Netherlands: The Netherlands is extending coronavirus restrictions until 9 February as infections are still high and the government is “very concerned” about the UK variant of the disease, prime minister Mark Rutte said.
Sweden: After taking arguably the world’s softest approach to handling the coronavirus pandemic, Sweden is tightening the screws. As of Sunday, the government of Premier Stefan Lofven can fine and shutter businesses that fail to follow restrictions such as caps on visitors, as well as restrict private gatherings, under a new law that runs through September. It’s a departure from relying mainly on recommendations and trusting people to follow them. With the health-care system under increasing duress and deaths surging, some say it was too little too late.

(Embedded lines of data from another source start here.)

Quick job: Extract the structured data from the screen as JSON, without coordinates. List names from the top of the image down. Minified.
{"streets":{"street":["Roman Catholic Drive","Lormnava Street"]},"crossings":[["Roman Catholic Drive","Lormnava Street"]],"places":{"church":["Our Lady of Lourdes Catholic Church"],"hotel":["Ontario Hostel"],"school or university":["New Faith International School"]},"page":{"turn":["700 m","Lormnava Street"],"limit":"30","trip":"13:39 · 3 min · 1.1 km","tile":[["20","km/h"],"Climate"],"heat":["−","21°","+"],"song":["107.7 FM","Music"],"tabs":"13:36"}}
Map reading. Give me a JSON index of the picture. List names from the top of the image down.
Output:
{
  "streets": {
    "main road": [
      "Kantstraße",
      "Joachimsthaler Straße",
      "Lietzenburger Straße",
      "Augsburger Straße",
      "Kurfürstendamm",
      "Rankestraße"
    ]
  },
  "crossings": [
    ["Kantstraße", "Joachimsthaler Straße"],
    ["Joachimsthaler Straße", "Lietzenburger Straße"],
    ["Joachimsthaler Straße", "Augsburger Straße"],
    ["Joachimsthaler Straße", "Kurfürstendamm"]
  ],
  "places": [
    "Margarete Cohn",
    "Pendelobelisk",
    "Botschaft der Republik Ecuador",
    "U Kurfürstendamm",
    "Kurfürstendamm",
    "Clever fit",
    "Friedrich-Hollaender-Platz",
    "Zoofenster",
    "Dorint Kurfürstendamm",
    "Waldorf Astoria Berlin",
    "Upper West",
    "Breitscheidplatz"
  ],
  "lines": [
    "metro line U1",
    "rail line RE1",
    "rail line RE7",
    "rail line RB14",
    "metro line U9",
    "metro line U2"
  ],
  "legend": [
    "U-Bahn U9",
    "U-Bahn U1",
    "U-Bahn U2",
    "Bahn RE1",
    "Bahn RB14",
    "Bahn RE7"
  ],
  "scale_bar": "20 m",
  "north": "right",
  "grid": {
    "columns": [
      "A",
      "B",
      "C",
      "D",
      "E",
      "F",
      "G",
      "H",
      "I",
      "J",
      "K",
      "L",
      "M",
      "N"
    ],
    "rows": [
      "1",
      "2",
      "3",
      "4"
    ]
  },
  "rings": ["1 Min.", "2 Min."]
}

Global: World Bank Chief Economist Carmen Reinhart is worried that the protracted nature of the Covid-19 pandemic may overwhelm household and business balance sheets and develop into a financial crisis. “It’s a cumulative toll,” Reinhart said in an interview with Bloomberg Television. “This did not start as a financial problem. This started and continues to be, first and foremost, a health crisis. But it has elements that have morphed into your classic balance sheet problems.”
US: President-elect Joe Biden will seek a deal with Republicans on another round of Covid-19 relief, rather than attempting to ram a package through without their support, according to two people familiar with the matter. The approach could mean a smaller initial package that features some priorities favored by Senate Republican leader Mitch McConnell. The idea is to forgo using a special budget process that would remove the need to get the support of at least 10 Republicans in the Senate, which will be split 50-50 and under Democratic control only thanks to the vice president’s vote.
South Korea: South Korea’s jobless rate hit a 10-year high in December as the country’s worst coronavirus outbreak forced businesses to slash hiring. The unemployment rate jumped to 4.6% last month, the highest since January 2010, the statistical office reported Wednesday. Economists had forecast a reading unchanged from November’s 4.1%.
Greece: Greek prime minister Kyriakos Mitsotakis urged the EU to adopt a “standardised” vaccination certificate to boost travel this year.